■ **Required work**
In the data below, find every line that has the string "rail", and copy it.

■ **Exercise input**
■ ■ ■ ■ ■

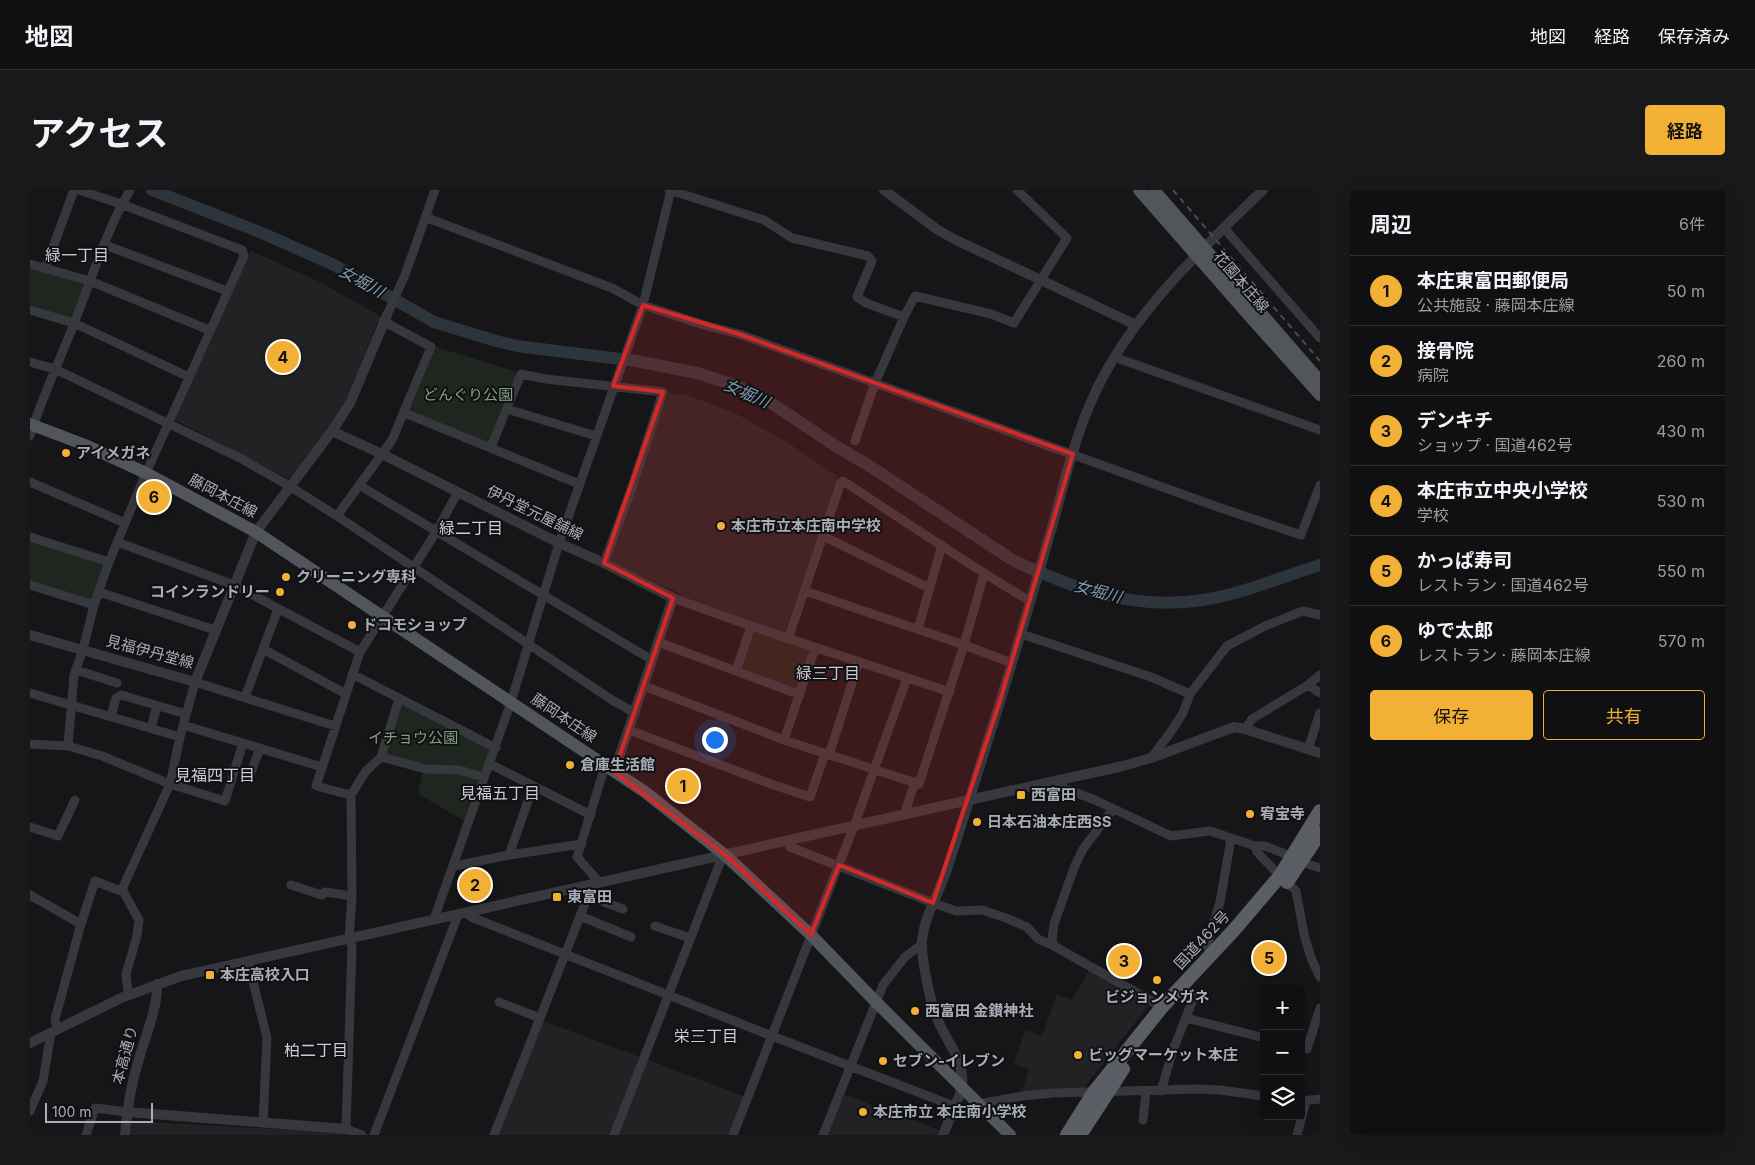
<!DOCTYPE html>
<html lang="ja">
<head>
<meta charset="utf-8">
<style>
  body { margin:0; font-family:Inter,"Noto Sans JP",sans-serif; background:#19191b; color:#f1f3f6 }
  .controls { position:absolute; right:15px; bottom:15px; display:grid; overflow:hidden; border-radius:5px; box-shadow:0 5px 20px #0002 }
  .controls button { width:45px; height:45px; display:grid; place-items:center; padding:0; border:0; border-bottom:1px solid #303032; background:#101012; color:#f1f3f6; font:25px sans-serif }
  .scale { position:absolute; left:15px; bottom:12px; width:108px; box-sizing:border-box; padding-left:5px; border:2px solid #a8adb8; border-top:0; font-size:14px; line-height:18px; white-space:nowrap; color:#a8adb8; -webkit-text-stroke:4px #111113; paint-order:stroke }
  .you { position:absolute; left:684px; top:549px; width:18px; height:18px; margin:-12px; border:4px solid #fff; border-radius:50%; background:#1a73e8; box-shadow:0 0 0 8px #1a73e833 }
  .badge { display:grid; place-items:center; width:32px; height:32px; border-radius:50%; background:#f2b134; color:#111; font-size:16px; font-weight:700 }
  .pin { position:absolute; translate:-50% -50%; border:2px solid #fff; box-shadow:0 1px 5px #0006 }
  .list { margin:0; padding:0; list-style:none }
  h2 { display:flex; justify-content:space-between; align-items:center; height:65px; margin:0; padding:0 20px; font-size:21px }
  h2 small { font-size:16px; font-weight:400; color:#9c9d9f }
  .list li { display:grid; grid-template-columns:32px 1fr auto; gap:15px; align-items:center; box-sizing:border-box; height:70px; padding:0 20px; border-top:1px solid #303032 }
  .list b { display:block; font-size:19px; white-space:nowrap }
  .list p { margin:0; font-size:16px; white-space:nowrap; color:#9c9d9f }
  .list em { font-size:16px; font-style:normal; color:#9c9d9f }
  .actions { display:flex; gap:10px; padding:15px 20px }
  .actions a { flex:1; padding:11px 0; border:1px solid #f2b134; border-radius:5px; text-align:center; font-size:18px; color:#f2b134 }
  .actions .main { background:#f2b134; color:#111 }
  .icon { flex:none; width:28px; height:28px; fill:none; stroke:currentColor; stroke-width:2; stroke-linecap:round; stroke-linejoin:round }
  .map { position:relative; flex:none; width:1290px; height:945px; overflow:hidden; border-radius:5px }
  header { display:flex; align-items:center; gap:30px; box-sizing:border-box; height:70px; padding:0 25px; background:#101012; border-bottom:1px solid #303032 }
  header strong { font-size:24px }
  nav { display:flex; gap:28px; margin-inline-start:auto; font-size:18px }
  .intro { display:flex; align-items:center; justify-content:space-between; box-sizing:border-box; height:120px; padding:0 30px }
  h1 { margin:0; font-size:35px }
  .button { padding:12px 22px; border-radius:5px; background:#f2b134; color:#111; font-size:18px; font-weight:700 }
  main { display:flex; gap:30px; padding:0 30px }
  aside { flex:1; background:#101012; border-radius:5px; box-shadow:0 5px 20px #0002 }
  .map>svg:first-child { display:block }
  .built { fill:#222225 }
  .green { fill:#1e261f }
  .lines { fill:none; stroke-linecap:round; stroke-linejoin:round }
  .river { stroke:#2c353c; stroke-width:12 }
  .minor { stroke:#37383d; stroke-width:9 }
  .tertiary { stroke:#37383d; stroke-width:10 }
  .primary { stroke:#53555c; stroke-width:12 }
  .trunk { stroke:#5b5e65; stroke-width:14 }
  .rail { stroke:#4a4c52; stroke-width:2; stroke-dasharray:6 5; stroke-linecap:butt }
  .marked { fill:#d62828; fill-opacity:0.2; stroke:#d62828; stroke-width:4; stroke-linejoin:round }
  .poi-dot { fill:#f2b134; stroke:#111113; stroke-width:2 }
  .labels { text-anchor:middle; stroke-width:4; stroke-linejoin:round; paint-order:stroke }
  .street-label { font-size:15px; fill:#a8adb8; stroke:#111113 }
  .park-label { font-size:15px; fill:#7fa381; stroke:#111113 }
  .poi-label { font-size:15px; font-weight:bold; fill:#a8adb8; stroke:#111113; text-anchor:start }
  .neighbourhood-label { font-size:16px; fill:#c9ccd4; stroke:#111113 }
  .water-label { font-size:16px; font-style:italic; fill:#7f9bb3; stroke:#111113 }
</style>
</head>
<body>
<header>
<strong>地図</strong>
<nav><a>地図</a><a>経路</a><a>保存済み</a></nav>
</header>
<div class="intro"><h1>アクセス</h1><a class="button">経路</a></div>
<main>
<div class="map">
<svg width="1290" height="945" viewBox="0 0 1290 945">
  <rect width="100%" height="100%" fill="#161618"/>
  <path class="built" d="M221,61L290,92L350,126L316,209L294,246L259,289L145,230Z
    M636,202L659,206L705,223L757,252L807,286L801,304L803,305L754,444L651,408V404L582,372L580,368Z
    M1059,780L1117,811L1118,816L1052,900L991,904L999,879L984,874L995,840L1012,846L1027,804L1042,810Z
    M511,830L610,867L580,945H466Z
    M616,869L715,907L700,945H587Z
    M813,904L909,940L907,945H797Z
    M101,931L317,943L321,945H100Z"/>
  <path class="green" d="M0,77L52,93L54,95L43,126L39,128L0,117Z
    M406,157L487,182L459,251L457,252L380,220Z
    M0,350L71,373L73,376L64,411L0,392Z
    M724,440L779,459L780,462L768,498L765,500L711,480L710,477Z
    M370,513L459,558L461,561L442,604L435,631L388,604L393,581L354,564Z"/>
  <g class="lines">
    <path class="river" d="M122,0L232,43L302,74L404,132L466,151L487,156L606,171L667,183L704,195L731,206L804,255L838,275L981,369C1002,380 1023,388 1045,396C1089,410 1126,417 1173,410C1213,404 1251,387 1290,375"/>
    <path class="minor" d="M639,0L734,30L762,48L838,66L842,71L827,107L836,113L874,127L885,106L961,124L984,133L1037,48L987,0
      M395,27L582,98L613,115L674,135L709,144L1185,316L1271,345L1290,295
      M1194,38L1290,148
      M75,55L197,101
      M0,74L60,91L179,140
      M15,79L44,0
      M0,120L44,133L159,187
      M357,125L375,85L405,0
      M1084,167L1290,240
      M0,172L25,179L212,269L261,297L307,326L582,510L605,523
      M477,219L566,246
      M375,223L549,294
      M0,246C12,207 30,170 45,131C62,88 76,41 100,0
      M825,251L845,193L874,127
      M461,257L491,184L516,189L633,202L601,300L574,373
      M0,292L95,333
      M329,295L622,470
      M307,326L362,250L401,157L353,131
      M793,346L899,398
      M0,347L79,372
      M87,352L204,395L330,462
      M0,395L64,415
      M775,401L934,455L982,473
      M69,402L185,440
      M643,408L721,436L920,502
      M888,439L912,355
      M991,444L1121,487L1160,504
      M758,449L807,304L810,293L813,291C875,331 936,374 1000,411
      M628,452L770,505
      M233,459L316,504
      M46,480L87,493
      M706,481L721,436
      M322,484L466,558
      M1278,495L1290,503
      M614,496L754,550L889,594L934,455L954,384
      M0,503L150,547
      M215,507L248,419
      M81,526L86,508L91,505L156,524
      M153,535L292,577
      M121,538L127,516
      M1215,539L1222,529L1278,495L1290,485
      M599,540L741,594L780,607L795,564
      M754,550L785,458
      M0,554L38,556L72,566L140,594L195,611L213,553
      M38,556L44,485L53,459L64,415L79,372L116,283L214,66L212,60L91,14L49,0
      M1278,559L1290,523
      M799,565L829,471
      M351,567L396,579L429,580L453,587
      M1121,568L1140,543L1153,523L1160,504L1197,456L1235,436L1273,421L1290,425
      M460,574L561,625
      M220,585L230,558
      M1028,590L1034,598L1065,610L1141,646L1180,641L1225,656H1235L1263,667
      M321,605L286,596L330,462L406,342L428,302
      M874,625L885,592
      M0,637L28,646L45,610
      M757,651L760,657L903,713L926,721L952,720L976,728L997,737L1008,749L1024,756L1132,817
      M1225,656L1227,662L1250,686
      M479,665L503,597
      M1271,672L1290,678
      M424,676L479,665L552,654
      M1256,692L1266,701L1274,744L1281,768L1290,787
      M570,693L547,667L575,576
      M261,695L292,705L295,702L322,706
      M0,705L51,734L25,829L27,839
      M558,706L593,719
      M438,723L441,727L742,846L924,916
      M550,726L601,747
      M404,729L481,512L529,353L613,115L641,0
      M51,734L65,691L88,700L93,701
      M625,736L660,748
      M1024,756L1022,749L1024,734L1044,678L1053,659L1083,619
      M1181,764L1177,755L1190,712L1201,649
      M218,771L237,848L233,933
      M98,804L96,784L107,746L109,730L93,701V697L140,594L150,547L165,492L305,536
      M469,812L510,828
      M1156,828L1234,848
      M1271,858L1277,859L1290,818
      M1131,901L1143,860L1164,807L1157,802
      M1271,911L1290,909
      M949,914L992,906L1023,903L1168,899L1190,900L1234,906
      M0,921L13,891L21,842
      M1113,930L1116,901
      M56,945L65,918L97,922
      M332,945L316,939L322,756L319,749L322,706L321,605L336,581L351,567L369,509
      M344,945L428,725
      M464,945L558,706V696
      M584,945L689,675L695,665
      M703,945L824,636L877,488
      M793,945L853,795L875,767L892,754
      M1267,945L1276,911"/>
    <path class="tertiary" d="M854,0L908,40L926,50L1106,135
      M302,241L352,264L529,353L574,373L643,408L584,582
      M0,445L165,492L226,342L302,241L320,213L357,125
      M0,853L91,808L151,786L939,610L1093,576L1121,568L1204,537L1215,539L1290,563
      M97,922L316,939
      M95,945C97,919 101,894 109,869C115,847 128,817 127,794
      M913,945C918,932 930,908 932,896C935,870 915,850 907,828C900,812 891,767 892,751C894,727 908,705 916,682C931,637 945,592 959,547C982,475 1003,403 1024,330C1037,282 1049,231 1073,187C1113,113 1174,57 1233,0"/>
    <path class="primary" d="M1109,0L1222,129L1290,205
      M1124,0L1290,191
      M0,234L55,255L116,283L226,342L615,602L695,665L781,745L846,812L980,945"/>
    <path class="trunk" d="M1257,692L1290,643
      M1037,945L1064,902L1132,817L1204,740L1250,686L1290,621
      M1050,945L1093,879"/>
    <path class="rail" d="M1143,0L1290,171"/>
  </g>
  <path class="marked" d="M613,115L709,144L1043,264L970,511L903,713L809,675L781,745L695,665L584,582L643,408L574,373L633,202L583,196Z"/>
  <g class="poi-dot">
    <circle cx="36" cy="263" r="5"/>
    <circle cx="691" cy="336" r="5"/>
    <circle cx="256" cy="387" r="5"/>
    <circle cx="250" cy="402" r="5"/>
    <circle cx="322" cy="435" r="5"/>
    <circle cx="540" cy="575" r="5"/>
    <rect x="986" y="600" width="10" height="10" rx="2.5"/>
    <circle cx="1220" cy="624" r="5"/>
    <circle cx="947" cy="632" r="5"/>
    <rect x="522" y="702" width="10" height="10" rx="2.5"/>
    <rect x="175" y="780" width="10" height="10" rx="2.5"/>
    <circle cx="1127" cy="790" r="5"/>
    <circle cx="885" cy="821" r="5"/>
    <circle cx="1048" cy="865" r="5"/>
    <circle cx="853" cy="871" r="5"/>
    <circle cx="833" cy="922" r="5"/>
  </g>
  <g class="labels">
    <g class="street-label">
      <text transform="translate(1211 92) rotate(49)" y="5">花園本庄線</text>
      <text transform="translate(193 306) rotate(28)" y="5">藤岡本庄線</text>
      <text transform="translate(505 323) rotate(26)" y="5">伊丹堂元屋舗線</text>
      <text transform="translate(120 462) rotate(15)" y="5">見福伊丹堂線</text>
      <text transform="translate(534 528) rotate(34)" y="5">藤岡本庄線</text>
      <text transform="translate(1172 750) rotate(-47)" y="5">国道462号</text>
      <text transform="translate(95 865) rotate(-75)" y="5">本高通り</text>
    </g>
    <g class="park-label">
      <text x="438" y="210">どんぐり公園</text>
      <text x="383" y="553">イチョウ公園</text>
    </g>
    <g class="poi-label">
      <text x="46" y="268">アイメガネ</text>
      <text x="701" y="341">本庄市立本庄南中学校</text>
      <text x="266" y="392">クリーニング専科</text>
      <text x="240" y="407" text-anchor="end">コインランドリー</text>
      <text x="332" y="440">ドコモショップ</text>
      <text x="550" y="580">倉庫生活館</text>
      <text x="1001" y="610">西富田</text>
      <text x="1230" y="629">宥宝寺</text>
      <text x="957" y="637">日本石油本庄西SS</text>
      <text x="537" y="712">東富田</text>
      <text x="190" y="790">本庄高校入口</text>
      <text x="1127" y="812" text-anchor="middle">ビジョンメガネ</text>
      <text x="895" y="826">西富田 金鑚神社</text>
      <text x="1058" y="870">ビッグマーケット本庄</text>
      <text x="863" y="876">セブン-イレブン</text>
      <text x="843" y="927">本庄市立 本庄南小学校</text>
    </g>
    <g class="neighbourhood-label">
      <text x="47" y="71">緑一丁目</text>
      <text x="441" y="344">緑二丁目</text>
      <text x="798" y="489">緑三丁目</text>
      <text x="185" y="591">見福四丁目</text>
      <text x="470" y="609">見福五丁目</text>
      <text x="676" y="852">栄三丁目</text>
      <text x="286" y="866">柏二丁目</text>
    </g>
    <g class="water-label">
      <text transform="translate(332 91) rotate(29)" y="6">女堀川</text>
      <text transform="translate(717 203) rotate(24)" y="6">女堀川</text>
      <text transform="translate(1068 401) rotate(15)" y="6">女堀川</text>
    </g>
  </g>
</svg>
<div class="controls">
<button>+</button>
<button>−</button>
<button><svg class="icon" aria-label="layers" viewBox="0 0 24 24"><path d="M12 4l9 5-9 5-9-5zM3 14l9 5 9-5"/></svg></button>
</div>
<div class="scale">100 m</div>
<div class="you"></div>
<div class="pin badge" style="left:653px;top:596px">1</div>
<div class="pin badge" style="left:445px;top:695px">2</div>
<div class="pin badge" style="left:1094px;top:771px">3</div>
<div class="pin badge" style="left:253px;top:167px">4</div>
<div class="pin badge" style="left:1239px;top:768px">5</div>
<div class="pin badge" style="left:124px;top:307px">6</div>
</div>
<aside>
<h2>周辺<small>6件</small></h2>
<ul class="list">
<li><span class="badge">1</span><div><b>本庄東富田郵便局</b><p>公共施設 · 藤岡本庄線</p></div><em>50 m</em></li>
<li><span class="badge">2</span><div><b>接骨院</b><p>病院</p></div><em>260 m</em></li>
<li><span class="badge">3</span><div><b>デンキチ</b><p>ショップ · 国道462号</p></div><em>430 m</em></li>
<li><span class="badge">4</span><div><b>本庄市立中央小学校</b><p>学校</p></div><em>530 m</em></li>
<li><span class="badge">5</span><div><b>かっぱ寿司</b><p>レストラン · 国道462号</p></div><em>550 m</em></li>
<li><span class="badge">6</span><div><b>ゆで太郎</b><p>レストラン · 藤岡本庄線</p></div><em>570 m</em></li>
</ul>
<div class="actions"><a class="main">保存</a><a>共有</a></div>
</aside>
</main>
</body>
</html>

■ ■ ■ ■ ■

■ **Answer**
  .rail { stroke:#4a4c52; stroke-width:2; stroke-dasharray:6 5; stroke-linecap:butt }
    <path class="rail" d="M1143,0L1290,171"/>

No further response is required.